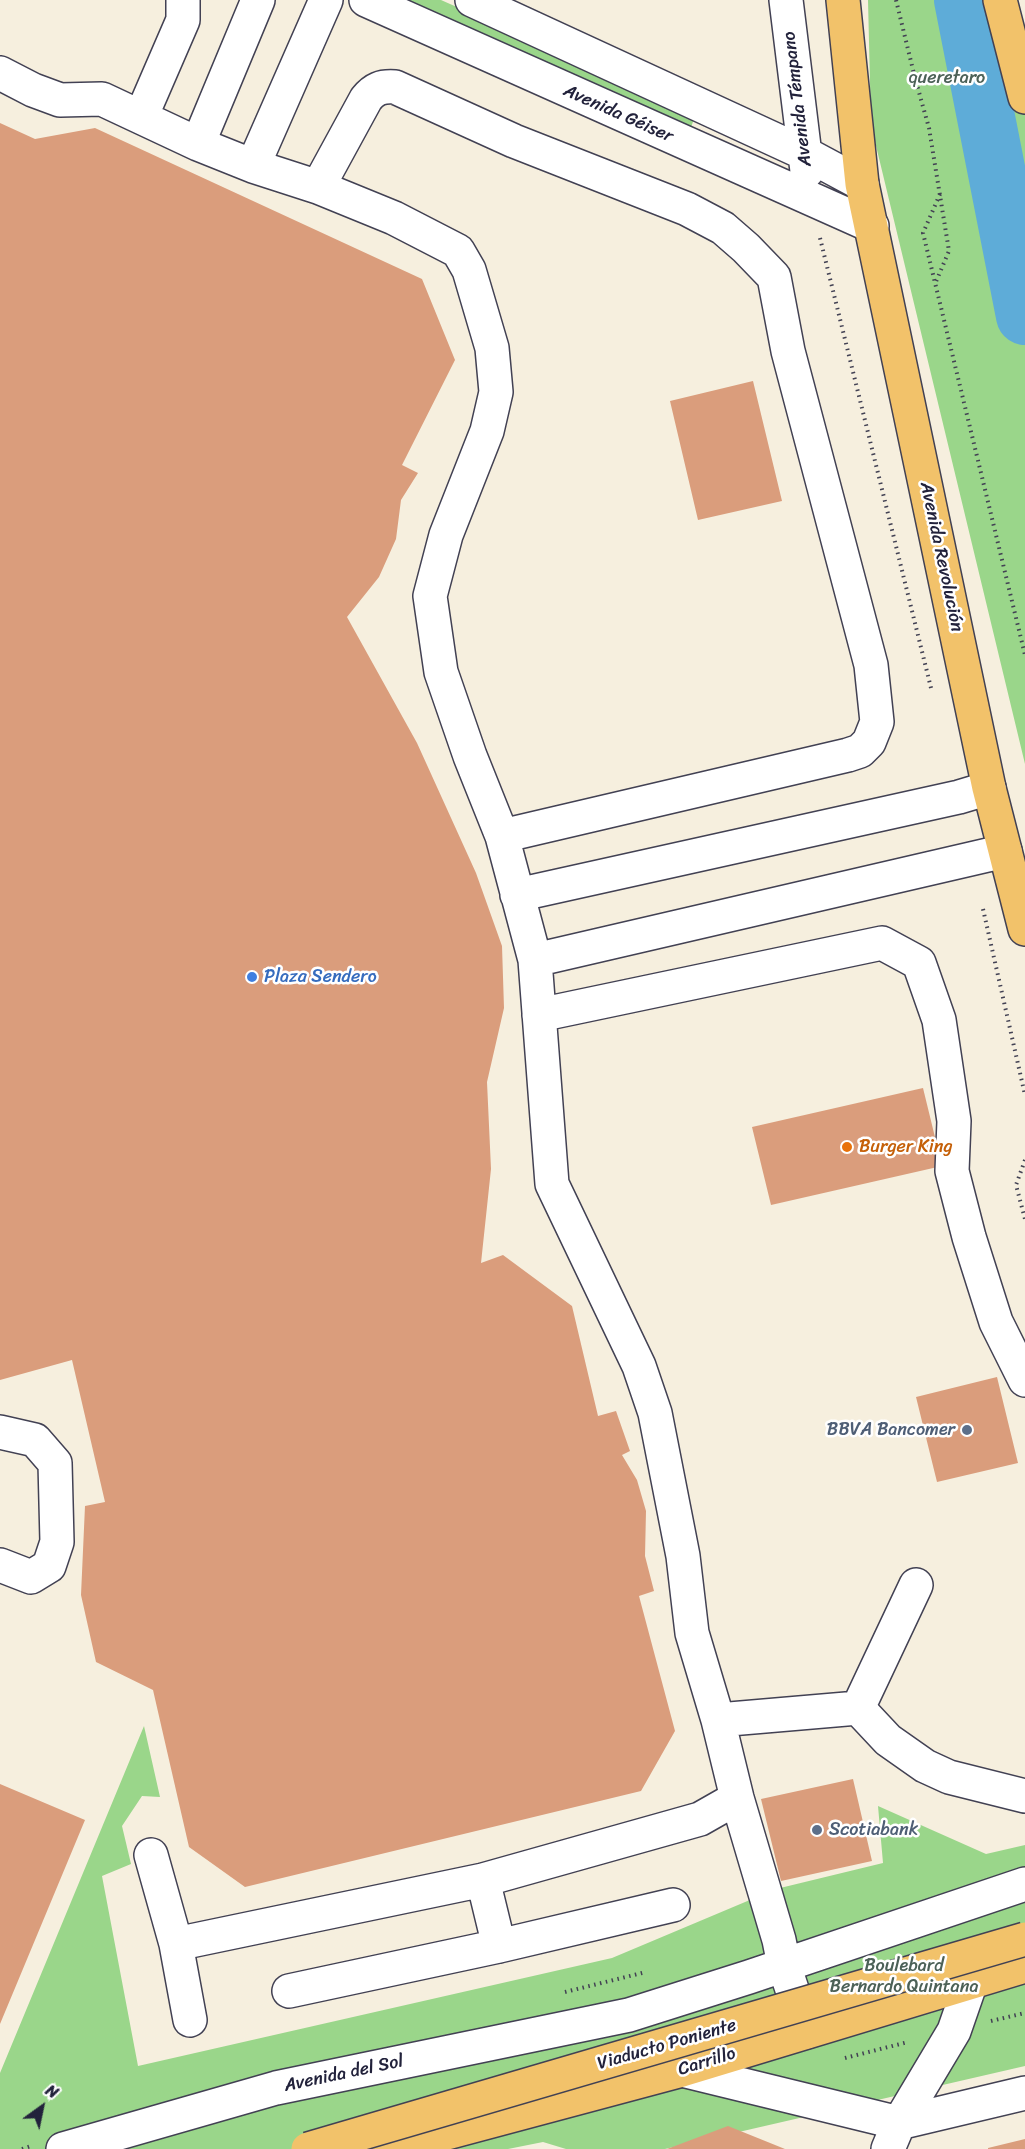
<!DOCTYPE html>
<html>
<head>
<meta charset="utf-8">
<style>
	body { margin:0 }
	#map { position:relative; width:1025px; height:2149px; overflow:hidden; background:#f6efde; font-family:Sriracha,sans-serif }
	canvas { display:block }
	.north { position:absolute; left:12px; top:2077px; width:60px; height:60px; -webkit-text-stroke:4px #fff; paint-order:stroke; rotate:33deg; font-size:16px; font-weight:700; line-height:24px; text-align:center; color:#22223b }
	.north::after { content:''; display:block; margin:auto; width:21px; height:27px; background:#22223b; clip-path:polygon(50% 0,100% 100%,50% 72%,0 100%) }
</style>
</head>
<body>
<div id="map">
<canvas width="1025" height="2149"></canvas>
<div class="north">N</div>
</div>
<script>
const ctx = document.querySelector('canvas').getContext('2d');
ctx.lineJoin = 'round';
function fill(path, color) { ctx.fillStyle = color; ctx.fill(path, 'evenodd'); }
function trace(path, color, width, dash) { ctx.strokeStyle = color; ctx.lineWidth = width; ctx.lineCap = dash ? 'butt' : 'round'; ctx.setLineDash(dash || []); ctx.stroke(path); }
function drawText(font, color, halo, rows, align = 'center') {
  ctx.font = font + ' Sriracha,sans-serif'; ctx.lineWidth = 5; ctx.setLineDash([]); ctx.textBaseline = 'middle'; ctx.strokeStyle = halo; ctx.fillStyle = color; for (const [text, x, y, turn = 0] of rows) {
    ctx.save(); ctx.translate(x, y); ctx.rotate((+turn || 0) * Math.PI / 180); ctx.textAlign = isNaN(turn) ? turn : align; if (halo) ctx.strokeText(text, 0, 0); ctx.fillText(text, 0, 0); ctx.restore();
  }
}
fill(new Path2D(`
	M391 0H441L696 113 688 136Z
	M868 0H1018L1025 30V764L871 125Z
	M144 1726 160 1797 142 1796 122 1826 131 1864 102 1876 138 2066 612 1958 776 1889 883 1863 878 1806 986 1854 1025 1845V2066L665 2149H566L543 2142 508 2149H0V2073Z`), '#9ad68a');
trace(new Path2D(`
	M963 0 1025 316`), '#5eacd8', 58);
fill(new Path2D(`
	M0 123 35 139 95 128 422 279 455 360 402 465 418 473 401 500 396 539 379 577 347 617 417 743 476 873 502 946 504 1008 487 1082 491 1169 481 1263 503 1255 572 1306 598 1416 616 1411 630 1451 622 1455 637 1480 646 1511 645 1556 654 1591 639 1596 675 1731 641 1791 245 1887 189 1847 153 1690 96 1662 81 1595 85 1506 105 1502 72 1360 0 1380Z
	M753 381 782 501 698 520 670 401Z
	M923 1088 942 1166 771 1205 752 1127Z
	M997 1377 1018 1463 937 1482 916 1397Z
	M853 1779 872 1861 781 1881 761 1799Z
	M0 1784 85 1820 0 2024Z
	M728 2126 785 2149H667Z
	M1025 2139V2149H988V2148Z`), '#da9d7c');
const minor = new Path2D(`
	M366 0 872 226
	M472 0 806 154 862 184
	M786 0 807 171
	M0 73 33 90 60 100 102 99 198 144 253 166 318 187 394 218 458 251 469 270 492 348 496 392 487 431 446 535 430 596 441 672 470 756 502 836 535 960 552 1184 639 1366 655 1413 683 1556 692 1633 718 1720 737 1798 779 1940 784 1965 806 2032
	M141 117 183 20V0
	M198 144 258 0
	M253 166 326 0
	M318 187 366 99C374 89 381 86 395 87L514 141 687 209 723 228 746 248 774 277 788 351 871 665 877 722 869 742 860 751 848 755 502 836
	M517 895 959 797 989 788
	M535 960 1005 851
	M539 1015 882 943 919 963 939 1020 954 1121 952 1171 969 1237 996 1322 1025 1380
	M0 1432 35 1440 55 1463 57 1542 49 1566 31 1577 0 1565
	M858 1708 916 1585
	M718 1720 858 1708 888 1740 925 1766 949 1777 1025 1796
	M151 1855 176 1944 190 2020
	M483 1880 499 1946
	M176 1944 483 1880 700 1819 737 1798
	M289 1991 499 1946 673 1905
	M682 2070 899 2123 1025 2093
	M63 2149 276 2088 629 2015 749 1977 1025 1884
	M888 2149 899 2123 954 2031 971 1982`);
const major = new Path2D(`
	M843 0 862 184 989 788 1025 929
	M1000 0 1025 97
	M387 2149 682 2070 1025 1966`);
trace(minor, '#424153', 36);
trace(major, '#424153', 36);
trace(new Path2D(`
	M896 0 915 78 929 128 949 251 935 284
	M940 194 923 233 1025 655
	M820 238 931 688
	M983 909 1025 1095
	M1025 1160 1016 1185 1025 1219
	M565 1992 646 1972
	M991 2021 1025 2013
	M845 2058 908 2042
	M22 2149 31 2146`), '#424153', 4, [1.5, 4.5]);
trace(minor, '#fff', 33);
trace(major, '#f2c26a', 33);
const majorBridge = new Path2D(`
	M308 2149 1025 1939`);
trace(majorBridge, '#424153', 36, []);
trace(majorBridge, '#f2c26a', 33);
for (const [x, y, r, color] of [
	[252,977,6,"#3f7fe0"],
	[847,1147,6,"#e8710a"],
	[967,1430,6,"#5c6f8a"],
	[817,1830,6,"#5c6f8a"]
]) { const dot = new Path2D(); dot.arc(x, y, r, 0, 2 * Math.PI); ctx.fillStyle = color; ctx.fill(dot); trace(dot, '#fff', 2); }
drawText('18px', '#4c6157', '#fff', [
	["queretaro",947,78],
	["Boulebard",904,1966],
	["Bernardo Quintana",904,1987]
]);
drawText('18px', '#22223b', '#fff', [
	["Avenida Témpano",798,99,-97],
	["Avenida Géiser",618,114,24],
	["Avenida Revolución",941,557,78],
	["Viaducto Poniente",667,2045,-16],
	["Carrillo",707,2062,-17],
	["Avenida del Sol",344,2074,-12]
]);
drawText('18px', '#366cbe', '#fff', [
	["Plaza Sendero",264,977]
], 'left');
drawText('18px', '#c56008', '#fff', [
	["Burger King",859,1147]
], 'left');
drawText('18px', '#4e5e75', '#fff', [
	["BBVA Bancomer",955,1430],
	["Scotiabank",829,1830,"left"]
], 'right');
</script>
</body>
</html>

-- -- --

▸ WHAT IS BEING ASKED: Would you output the lines from the one that contains "for (const [x, y, r, color]" to the end of the data, both ends included, exactly as they appear?

▸ EXERCISE RESPONSE:
for (const [x, y, r, color] of [
	[252,977,6,"#3f7fe0"],
	[847,1147,6,"#e8710a"],
	[967,1430,6,"#5c6f8a"],
	[817,1830,6,"#5c6f8a"]
]) { const dot = new Path2D(); dot.arc(x, y, r, 0, 2 * Math.PI); ctx.fillStyle = color; ctx.fill(dot); trace(dot, '#fff', 2); }
drawText('18px', '#4c6157', '#fff', [
	["queretaro",947,78],
	["Boulebard",904,1966],
	["Bernardo Quintana",904,1987]
]);
drawText('18px', '#22223b', '#fff', [
	["Avenida Témpano",798,99,-97],
	["Avenida Géiser",618,114,24],
	["Avenida Revolución",941,557,78],
	["Viaducto Poniente",667,2045,-16],
	["Carrillo",707,2062,-17],
	["Avenida del Sol",344,2074,-12]
]);
drawText('18px', '#366cbe', '#fff', [
	["Plaza Sendero",264,977]
], 'left');
drawText('18px', '#c56008', '#fff', [
	["Burger King",859,1147]
], 'left');
drawText('18px', '#4e5e75', '#fff', [
	["BBVA Bancomer",955,1430],
	["Scotiabank",829,1830,"left"]
], 'right');
</script>
</body>
</html>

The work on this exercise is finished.